Purpose of Observation
The fundamental purpose of classroom observation is to improve student outcomes by improving the instructional prowess of the teacher. A secondary purpose of observation is to perform an investigation into possible inequities in instruction among different groups of students. This allows teachers and researchers to identify biases in how different groups of students are treated based on their gender, socio-economic standing, or other differentiating factors to help eliminate them. A final purpose is to provide researchers with information on current educational practices and to identify instructional problems.
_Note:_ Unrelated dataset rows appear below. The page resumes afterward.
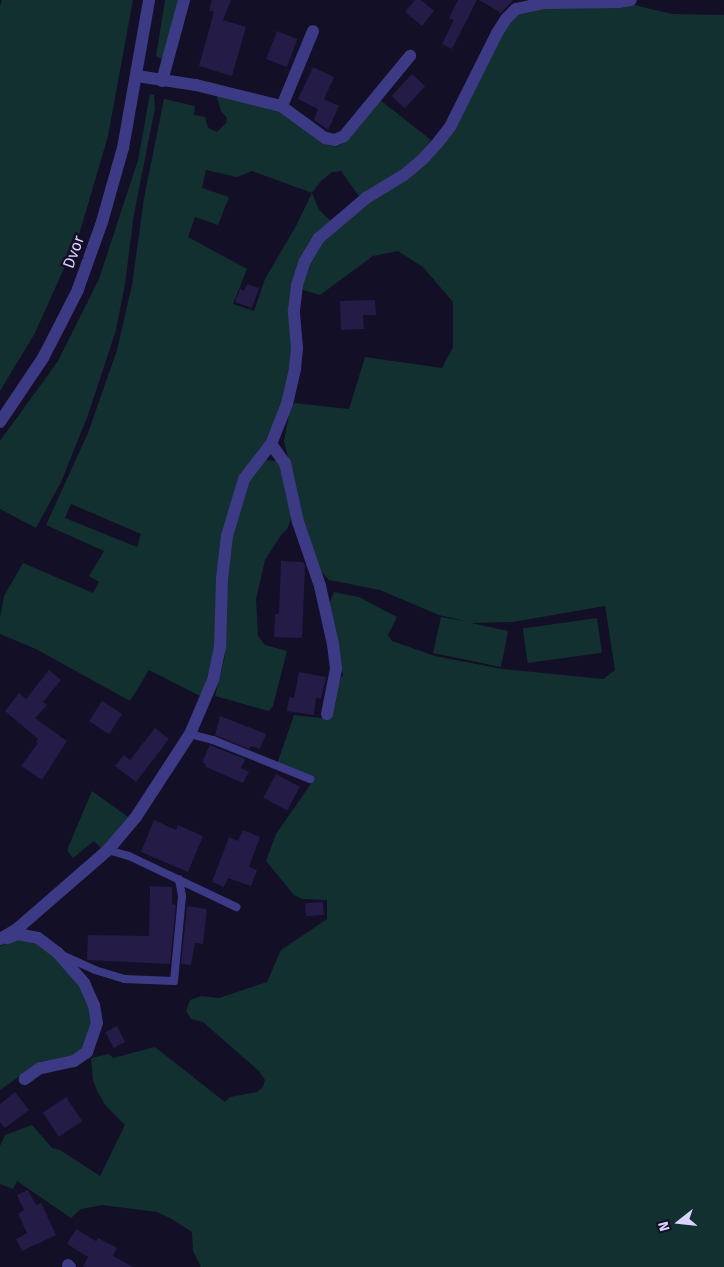 <!DOCTYPE html>
<html>
<head>
<meta charset="utf-8">
<style>
  body { margin:0 }
  #map { position:relative; width:724px; height:1267px; overflow:hidden; background:#130f26; font-family:"Fira Sans",sans-serif }
  div>[style] { position:absolute }
  [style*='--x'] { left:calc(var(--x)*1px); top:calc(var(--y)*1px); width:calc(var(--w)*1px); rotate:calc(var(--a)*1deg) }
  .green>* { inset:0; background:#12302f; transform-origin:0 0 }
  .building>* { inset:0; background:#241b47; transform-origin:0 0 }
  .service>* { height:8px; margin:-4px; padding:0 4px; transform-origin:4px; border-radius:4px; background:#3d3a85 }
  .minor>* { height:12px; margin:-6px; padding:0 6px; transform-origin:6px; border-radius:6px; background:#3d3a85 }
  .tertiary>* { height:12px; margin:-6px; padding:0 6px; transform-origin:6px; border-radius:6px; background:#3d3a85 }
  span { translate:-50% -50%; white-space:nowrap; text-align:center; line-height:1.15; -webkit-text-stroke:5px #130f26; paint-order:stroke }
  .street-label { font-size:16px; color:#d9d4ff }
  .north { position:absolute; left:654px; top:1197px; width:50px; height:50px; -webkit-text-stroke:4px #130f26; paint-order:stroke; rotate:254deg; font-size:14px; font-weight:700; line-height:20px; text-align:center; color:#d9d4ff }
  .north::after { content:''; display:block; margin:auto; width:18px; height:22px; background:#d9d4ff; clip-path:polygon(50% 0,100% 100%,50% 72%,0 100%) }
</style>
</head>
<body>
<div id="map">
  <div class="green">
    <i style="clip-path:polygon(2px 0,133px 0,108px 136px,79px 235px,35px 333px,0 391px,0 6px)"></i>
    <i style="clip-path:polygon(165px 0,179px 0,163px 60px,156px 56px)"></i>
    <i style="clip-path:polygon(630px 4px,672px 14px,724px 15px,724px 1267px,201px 1267px,193px 1251px,192px 1232px,170px 1218px,157px 1212px,102px 1205px,81px 1209px,71px 1218px,17px 1181px,13px 1189px,0 1184px,0 1146px,5px 1135px,32px 1125px,52px 1148px,60px 1150px,100px 1176px,125px 1125px,106px 1106px,97px 1091px,93px 1080px,91px 1058px,109px 1054px,113px 1058px,155px 1047px,225px 1102px,230px 1097px,257px 1092px,263px 1087px,265px 1080px,259px 1071px,203px 1022px,191px 1019px,186px 1011px,190px 1000px,201px 996px,219px 998px,267px 982px,281px 950px,327px 919px,327px 900px,302px 899px,294px 895px,266px 861px,276px 834px,315px 778px,277px 764px,294px 715px,330px 719px,338px 679px,343px 676px,330px 602px,334px 592px,359px 597px,397px 617px,388px 635px,392px 641px,435px 656px,502px 669px,603px 679px,615px 670px,605px 606px,513px 622px,471px 623px,508px 631px,501px 667px,433px 653px,441px 617px,469px 622px,439px 615px,380px 590px,329px 580px,318px 568px,309px 547px,284px 441px,289px 415px,294px 403px,349px 409px,365px 357px,442px 368px,453px 347px,453px 302px,423px 267px,398px 251px,373px 256px,320px 295px,299px 289px,307px 265px,322px 240px,349px 217px,427px 161px,505px 23px,523px 10px)"></i>
    <i style="clip-path:polygon(150px 94px,154px 95px,155px 108px,134px 214px,125px 284px,116px 330px,88px 415px,61px 482px,36px 528px,0 509px,0 441px,58px 361px,99px 279px,138px 160px)"></i>
    <i style="clip-path:polygon(evenodd,216px 94px,266px 106px,287px 115px,323px 143px,337px 147px,349px 139px,380px 100px,431px 140px,418px 158px,361px 199px,341px 171px,332px 172px,321px 181px,312px 193px,319px 210px,332px 222px,301px 260px,287px 391px,264px 444px,238px 484px,216px 644px,202px 697px,149px 670px,130px 701px,36px 649px,0 634px,0 618px,4px 596px,23px 563px,93px 593px,99px 582px,89px 576px,104px 551px,46px 525px,88px 433px,117px 350px,132px 285px,144px 198px,164px 99px,195px 106px,194px 115px,205px 117px,208px 128px,217px 132px,226px 123px,227px 118px,221px 111px,216px 94px,206px 170px,237px 177px,252px 171px,312px 193px,296px 226px,265px 279px,254px 311px,233px 304px,247px 269px,188px 237px,195px 217px,218px 225px,229px 197px,202px 188px,206px 170px,216px 94px,71px 504px,141px 534px,137px 547px,65px 518px,71px 504px)"></i>
    <i style="clip-path:polygon(266px 460px,276px 461px,281px 466px,291px 506px,291px 519px,287px 529px,281px 535px,265px 560px,256px 599px,258px 636px,265px 645px,287px 651px,273px 706px,269px 711px,215px 696px,225px 656px,228px 551px,248px 479px)"></i>
    <i style="left:597px;top:618px;width:35px;height:75px;rotate:82deg"></i>
    <i style="clip-path:polygon(92px 791px,128px 817px,102px 849px,94px 841px,73px 858px,67px 850px)"></i>
    <i style="clip-path:polygon(15px 940px,24px 940px,42px 946px,64px 966px,78px 982px,93px 1014px,90px 1042px,76px 1056px,40px 1062px,0 1090px,0 946px)"></i>
  </div>
  <div class="building">
    <i style="clip-path:polygon(212px 0,231px 0,223px 20px,246px 27px,232px 76px,199px 66px,214px 12px,209px 10px)"></i>
    <i style="clip-path:polygon(415px 0,421px 0,434px 11px,422px 26px,405px 12px)"></i>
    <i style="clip-path:polygon(458px 0,477px 0,452px 49px,442px 44px,454px 20px,449px 18px)"></i>
    <i style="clip-path:polygon(479px 0,513px 0,501px 13px)"></i>
    <i style="left:277px;top:31px;width:22px;height:30px;rotate:21deg"></i>
    <i style="clip-path:polygon(313px 67px,334px 77px,324px 99px,339px 106px,328px 130px,314px 120px,318px 109px,298px 99px)"></i>
    <i style="left:412px;top:74px;width:18px;height:30px;rotate:43deg"></i>
    <i style="clip-path:polygon(247px 284px,259px 288px,252px 308px,235px 302px,240px 289px,244px 291px)"></i>
    <i style="clip-path:polygon(375px 300px,376px 315px,363px 315px,364px 329px,341px 330px,340px 301px)"></i>
    <i style="clip-path:polygon(281px 561px,303px 562px,305px 566px,302px 638px,274px 637px,275px 614px,279px 614px)"></i>
    <i style="clip-path:polygon(49px 670px,61px 680px,43px 702px,47px 705px,35px 718px,67px 741px,42px 780px,21px 766px,38px 743px,36px 742px,38px 739px,5px 711px,19px 693px,26px 699px)"></i>
    <i style="clip-path:polygon(299px 672px,326px 677px,321px 699px,316px 698px,314px 715px,287px 711px,289px 697px,294px 698px)"></i>
    <i style="left:102px;top:701px;width:24px;height:24px;rotate:33deg"></i>
    <i style="clip-path:polygon(220px 716px,266px 734px,260px 749px,251px 746px,249px 749px,215px 735px)"></i>
    <i style="clip-path:polygon(155px 728px,169px 739px,136px 782px,115px 766px,124px 755px,130px 760px)"></i>
    <i style="clip-path:polygon(210px 745px,245px 759px,241px 768px,249px 772px,243px 783px,206px 767px,206px 765px,202px 762px)"></i>
    <i style="left:276px;top:774px;width:27px;height:27px;rotate:28deg"></i>
    <i style="clip-path:polygon(154px 820px,176px 830px,178px 825px,203px 836px,188px 872px,141px 852px)"></i>
    <i style="clip-path:polygon(243px 830px,260px 837px,249px 867px,257px 870px,251px 886px,228px 878px,224px 887px,212px 882px,229px 837px,238px 841px)"></i>
    <i style="clip-path:polygon(150px 886px,172px 887px,172px 904px,176px 905px,170px 964px,87px 960px,88px 935px,149px 936px)"></i>
    <i style="left:323px;top:902px;width:13px;height:18px;rotate:86deg"></i>
    <i style="clip-path:polygon(187px 906px,207px 909px,203px 944px,195px 943px,191px 965px,181px 964px)"></i>
    <i style="left:117px;top:1026px;width:18px;height:13px;rotate:63deg"></i>
    <i style="clip-path:polygon(15px 1092px,29px 1110px,5px 1128px,0 1122px,0 1104px)"></i>
    <i style="left:66px;top:1097px;width:29px;height:28px;rotate:56deg"></i>
    <i style="clip-path:polygon(28px 1190px,36px 1205px,41px 1203px,56px 1235px,22px 1251px,16px 1239px,27px 1233px,18px 1214px,24px 1210px,17px 1195px)"></i>
    <i style="clip-path:polygon(76px 1229px,96px 1241px,98px 1238px,117px 1248px,113px 1256px,133px 1267px,83px 1267px,88px 1257px,67px 1244px)"></i>
  </div>
  <div class="service">
    <i style="--x:190;--y:734;--w:24;--a:15"></i>
    <i style="--x:213;--y:740;--w:105;--a:21.9"></i>
    <i style="--x:108;--y:850;--w:22;--a:16"></i>
    <i style="--x:129;--y:856;--w:119;--a:25.5"></i>
    <i style="--x:64;--y:956;--w:34;--a:24"></i>
    <i style="--x:95;--y:970;--w:30;--a:17"></i>
    <i style="--x:124;--y:979;--w:50;--a:2.3"></i>
    <i style="--x:174;--y:981;--w:85;--a:-84.6"></i>
    <i style="--x:182;--y:896;--w:17;--a:-100"></i>
  </div>
  <div class="minor">
    <i style="--x:137;--y:76;--w:60;--a:8.7"></i>
    <i style="--x:196;--y:85;--w:88;--a:13.9"></i>
    <i style="--x:281;--y:106;--w:54;--a:36"></i>
    <i style="--x:325;--y:138;--w:10;--a:11"></i>
    <i style="--x:335;--y:140;--w:10;--a:-24"></i>
    <i style="--x:344;--y:136;--w:104;--a:-50.5"></i>
    <i style="--x:162;--y:81;--w:84;--a:-74.8"></i>
    <i style="--x:282;--y:106;--w:81;--a:-67.5"></i>
    <i style="--x:271;--y:444;--w:24;--a:54"></i>
    <i style="--x:285;--y:463;--w:60;--a:77.6"></i>
    <i style="--x:298;--y:522;--w:68;--a:71"></i>
    <i style="--x:320;--y:586;--w:59;--a:77.4"></i>
    <i style="--x:333;--y:644;--w:25;--a:83"></i>
    <i style="--x:336;--y:669;--w:46;--a:101.3"></i>
    <i style="--x:7;--y:938;--w:12;--a:-20"></i>
    <i style="--x:18;--y:934;--w:20;--a:11"></i>
    <i style="--x:38;--y:938;--w:25;--a:37"></i>
    <i style="--x:58;--y:953;--w:40;--a:49"></i>
    <i style="--x:84;--y:983;--w:24;--a:66"></i>
    <i style="--x:94;--y:1005;--w:18;--a:81"></i>
    <i style="--x:97;--y:1023;--w:31;--a:109"></i>
    <i style="--x:87;--y:1052;--w:16;--a:145"></i>
    <i style="--x:74;--y:1061;--w:35;--a:168"></i>
    <i style="--x:40;--y:1068;--w:19;--a:144"></i>
    <i style="--x:0;--y:939;--w:20;--a:-30"></i>
    <i style="--x:17;--y:929;--w:121;--a:-41"></i>
    <i style="--x:108;--y:850;--w:43;--a:-49.7"></i>
    <i style="--x:136;--y:817;--w:99;--a:-57"></i>
    <i style="--x:190;--y:734;--w:59;--a:-66.9"></i>
    <i style="--x:213;--y:680;--w:33;--a:-78"></i>
    <i style="--x:220;--y:648;--w:69;--a:-88.3"></i>
    <i style="--x:222;--y:579;--w:43;--a:-83.4"></i>
    <i style="--x:227;--y:536;--w:59;--a:-73.4"></i>
    <i style="--x:244;--y:479;--w:44;--a:-52.4"></i>
    <i style="--x:271;--y:444;--w:43;--a:-68.2"></i>
    <i style="--x:287;--y:404;--w:37;--a:-77"></i>
    <i style="--x:295;--y:368;--w:20;--a:-84"></i>
    <i style="--x:297;--y:348;--w:38;--a:-95"></i>
    <i style="--x:294;--y:310;--w:25;--a:-83"></i>
    <i style="--x:297;--y:285;--w:25;--a:-72"></i>
    <i style="--x:305;--y:261;--w:27;--a:-59"></i>
    <i style="--x:319;--y:238;--w:62;--a:-40.4"></i>
    <i style="--x:366;--y:198;--w:44;--a:-31.2"></i>
    <i style="--x:404;--y:175;--w:25;--a:-40"></i>
    <i style="--x:423;--y:159;--w:24;--a:-48"></i>
    <i style="--x:439;--y:141;--w:18;--a:-52"></i>
    <i style="--x:450;--y:127;--w:105;--a:-63.4"></i>
    <i style="--x:497;--y:33;--w:17;--a:-57"></i>
    <i style="--x:506;--y:19;--w:14;--a:-45"></i>
    <i style="--x:516;--y:9;--w:29;--a:-12"></i>
    <i style="--x:544;--y:3;--w:74;--a:-0.8"></i>
    <i style="--x:618;--y:2;--w:13;--a:-9"></i>
    <i style="--x:68;--y:1265;--w:3;--a:45"></i>
  </div>
  <div class="tertiary">
    <i style="--x:0;--y:422;--w:77;--a:-56.1"></i>
    <i style="--x:43;--y:358;--w:42;--a:-62.8"></i>
    <i style="--x:62;--y:321;--w:36;--a:-63"></i>
    <i style="--x:78;--y:289;--w:71;--a:-70.3"></i>
    <i style="--x:102;--y:222;--w:77;--a:-74.2"></i>
    <i style="--x:123;--y:148;--w:150;--a:-80"></i>
  </div>
  <div class="street-label">
    <span style="left:74px;top:252px;rotate:-70deg">Dvor</span>
  </div>
  <div class="north">N</div>
</div>
</body>
</html>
There are many different ways for an observer to effectively perform an observation. Some utilize homegrown in-house methods while others deploy nationally recognized models created by educational experts and further validated by research-based data. It really depends on the standard operating procedures of the school and the person performing the observation in which methods are used in a specific circumstance.
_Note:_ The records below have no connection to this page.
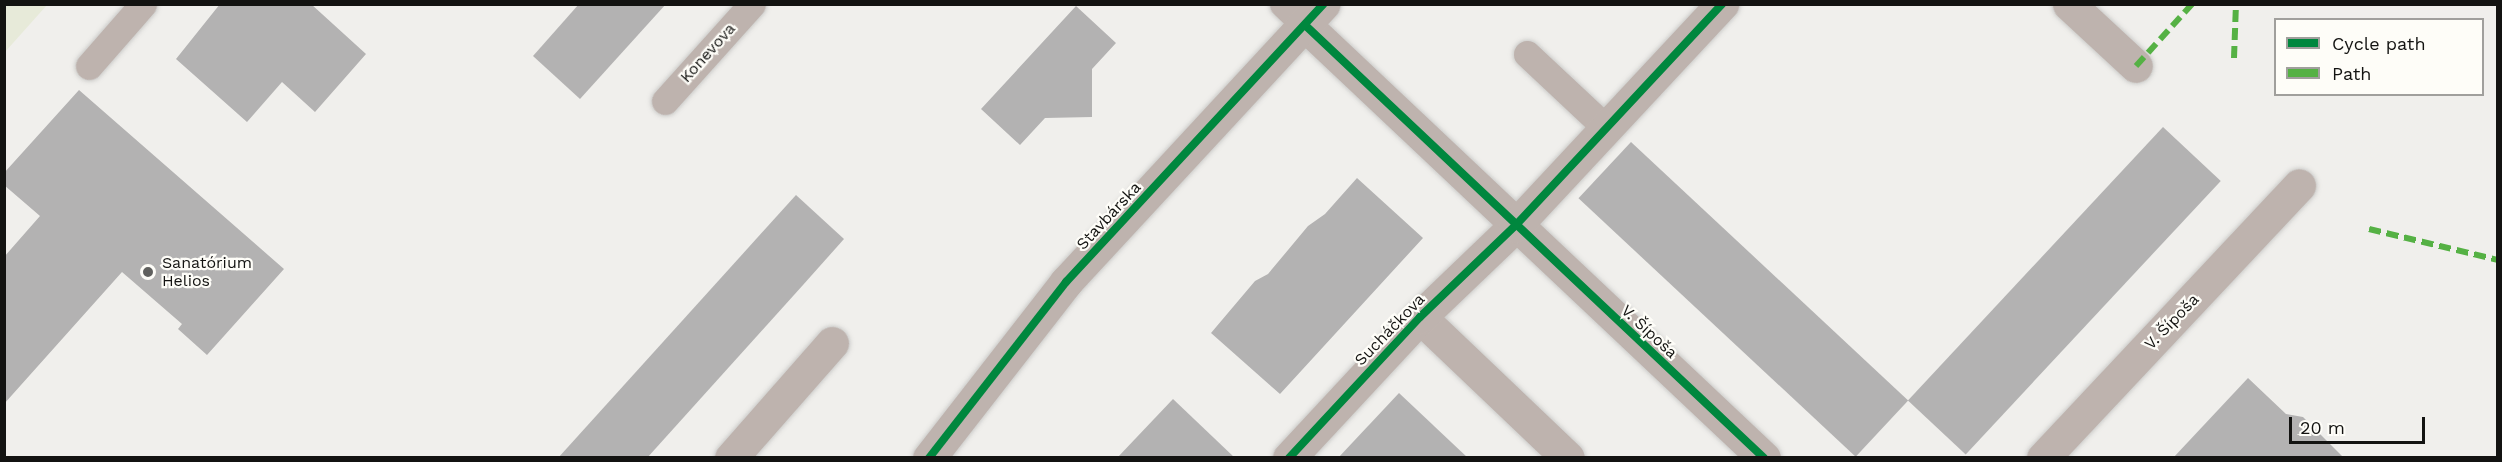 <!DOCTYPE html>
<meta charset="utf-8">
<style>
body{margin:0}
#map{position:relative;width:2502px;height:462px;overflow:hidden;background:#f0efec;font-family:"Work Sans",sans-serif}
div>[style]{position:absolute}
.green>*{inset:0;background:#e7ead9}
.building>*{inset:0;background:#b3b2b2;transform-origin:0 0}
.roads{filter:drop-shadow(0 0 2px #ccccca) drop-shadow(0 0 2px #ccccca)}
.service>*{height:27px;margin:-13.5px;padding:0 13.5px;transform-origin:13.5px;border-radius:13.5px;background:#beb3ae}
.minor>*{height:33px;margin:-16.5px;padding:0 16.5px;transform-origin:16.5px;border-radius:16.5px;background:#beb3ae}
.quiet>*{height:6px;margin-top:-3px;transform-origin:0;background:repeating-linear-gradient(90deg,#55b144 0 12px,transparent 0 18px)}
.cycleway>*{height:8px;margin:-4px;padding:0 4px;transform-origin:4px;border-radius:4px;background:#00873e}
.dots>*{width:16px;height:16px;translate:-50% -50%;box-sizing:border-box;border:3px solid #fefdf8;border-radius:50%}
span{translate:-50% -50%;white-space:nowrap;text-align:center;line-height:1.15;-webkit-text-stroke:4.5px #fefdf8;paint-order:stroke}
.street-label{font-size:16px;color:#131311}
.poi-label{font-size:16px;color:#131311}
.left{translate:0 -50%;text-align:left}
.frame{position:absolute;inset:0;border:6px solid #131311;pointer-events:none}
.legend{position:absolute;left:2274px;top:18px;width:210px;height:78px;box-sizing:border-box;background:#fefdf8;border:2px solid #a09f9c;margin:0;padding:8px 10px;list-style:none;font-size:18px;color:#131311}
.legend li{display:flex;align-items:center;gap:12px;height:30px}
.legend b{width:30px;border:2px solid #a09f9c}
.scale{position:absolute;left:2289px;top:417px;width:136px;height:27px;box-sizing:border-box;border:3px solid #131311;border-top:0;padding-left:8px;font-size:18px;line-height:21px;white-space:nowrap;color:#131311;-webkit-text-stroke:4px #fefdf8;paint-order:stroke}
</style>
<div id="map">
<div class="green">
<i style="clip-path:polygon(5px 4px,47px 5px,5px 52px,4px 5px)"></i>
</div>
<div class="building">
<i style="clip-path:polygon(220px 4px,311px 4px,366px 54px,315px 112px,282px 82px,247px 122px,176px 59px)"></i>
<i style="clip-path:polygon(579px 4px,666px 4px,580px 99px,533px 56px)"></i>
<i style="clip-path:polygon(1076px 6px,1116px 43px,1092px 69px,1092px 117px,1045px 118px,1020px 145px,981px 109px)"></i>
<i style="clip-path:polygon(79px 90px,284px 269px,207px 355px,178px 329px,182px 324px,122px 272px,4px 404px,4px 257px,40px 216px,4px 185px,4px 173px)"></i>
<i style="left:2163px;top:127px;width:79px;height:374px;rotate:43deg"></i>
<i style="left:1631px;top:142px;width:379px;height:77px;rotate:43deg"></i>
<i style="clip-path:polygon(1357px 178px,1423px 238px,1280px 394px,1211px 333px,1255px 281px,1268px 274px,1308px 226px,1325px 214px)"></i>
<i style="clip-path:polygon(796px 195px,844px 239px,803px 285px,647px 458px,558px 458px)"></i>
<i style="clip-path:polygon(2248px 378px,2286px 414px,2303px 417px,2344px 458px,2173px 458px)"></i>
<i style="clip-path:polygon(1399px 393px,1468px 458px,1338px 458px)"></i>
<i style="clip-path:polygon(1173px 399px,1235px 458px,1117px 458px)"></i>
</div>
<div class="roads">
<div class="service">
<i style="left:1283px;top:4px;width:30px;rotate:44deg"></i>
<i style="left:1527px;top:54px;width:108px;rotate:43.1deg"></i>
<i style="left:89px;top:66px;width:82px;rotate:-48.9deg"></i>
<i style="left:665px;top:101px;width:130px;rotate:-48.1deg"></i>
</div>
<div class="minor">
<i style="left:2069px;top:4px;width:91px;rotate:42.8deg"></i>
<i style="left:1305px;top:25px;width:631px;rotate:43.33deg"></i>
<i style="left:1420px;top:317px;width:204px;rotate:43.6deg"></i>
<i style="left:731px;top:458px;width:153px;rotate:-48.7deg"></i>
<i style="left:929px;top:458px;width:223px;rotate:-52.1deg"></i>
<i style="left:1066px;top:282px;width:379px;rotate:-47.2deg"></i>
<i style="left:1289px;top:458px;width:192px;rotate:-47.1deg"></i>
<i style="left:1420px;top:317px;width:132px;rotate:-43.8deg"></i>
<i style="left:1515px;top:226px;width:304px;rotate:-47deg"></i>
<i style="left:2043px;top:458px;width:374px;rotate:-46.8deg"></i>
</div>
</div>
<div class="quiet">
<i style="left:2234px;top:58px;width:54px;rotate:-87.9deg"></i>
<i style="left:2136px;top:66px;width:84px;rotate:-47.9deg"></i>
<i style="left:2369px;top:229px;width:133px;rotate:13.5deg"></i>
</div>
<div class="cycleway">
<i style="left:1305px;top:25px;width:631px;rotate:43.33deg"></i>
<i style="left:929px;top:458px;width:223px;rotate:-52.1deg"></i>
<i style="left:1066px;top:282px;width:379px;rotate:-47.2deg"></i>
<i style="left:1289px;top:458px;width:192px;rotate:-47.1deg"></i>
<i style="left:1420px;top:317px;width:132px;rotate:-43.8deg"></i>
<i style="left:1515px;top:226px;width:304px;rotate:-47deg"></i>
</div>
<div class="dots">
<i style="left:148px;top:272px;background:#60605e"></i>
</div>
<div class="street-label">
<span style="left:708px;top:53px;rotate:-48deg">Konevova</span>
<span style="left:1109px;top:216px;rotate:-47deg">Stavbárska</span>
<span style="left:2172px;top:322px;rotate:-46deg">V. Šípoša</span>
<span style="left:1390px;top:330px;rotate:-46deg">Sucháčkova</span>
<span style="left:1649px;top:332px;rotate:43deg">V. Šípoša</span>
</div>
<div class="poi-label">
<span class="left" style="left:162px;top:272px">Sanatórium<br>Helios</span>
</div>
<div class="frame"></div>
<ul class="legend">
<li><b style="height:8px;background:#00873e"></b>Cycle path</li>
<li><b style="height:8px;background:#55b144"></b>Path</li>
</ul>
<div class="scale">20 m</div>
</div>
Good classroom observation will contain most or all of the following elements:
- a stated purpose for the observation
- a specific observational focus
- operational definitions of all the observed behaviors
- training procedures for observers
- an observation schedule
- a setting
- a unit of time
- a method to record the data
- a method to process and analyze data
Traditionally, all classroom observations were performed in person. Technology is now regularly being used to make the process more accessible and effective. The ubiquity of smartphones and tablets that have high-quality recording devices have made the video recording of classroom performances not only possible but easy and cost-effective. There are also subscription-based online services that are capable of providing another level of observational functionality and data analytics that are difficult to reproduce using the more traditional face-to-face observation and paper recording methods.
Checklists, charts, rating scales, and narrative descriptions are examples of observational techniques that have proven to be effective ways of examining a teacher in action. However, the most prevalent procedure for systematic observation is the use of interactive coding systems. The reason they are used so often is that they allow the observer to document almost everything that happens between the teacher and their students during the observation. They are a widely used tool because they are objective and they are designed in a way that helps keep the observer’s personal judgments or inferences from skewing the data collected over the course of the observation. Interactive coding systems can readily identify and capture specific and easily identifiable behaviors in a way that lends the data to easy coding and categorization which is especially helpful for analyzing the data and providing the teacher with objective feedback.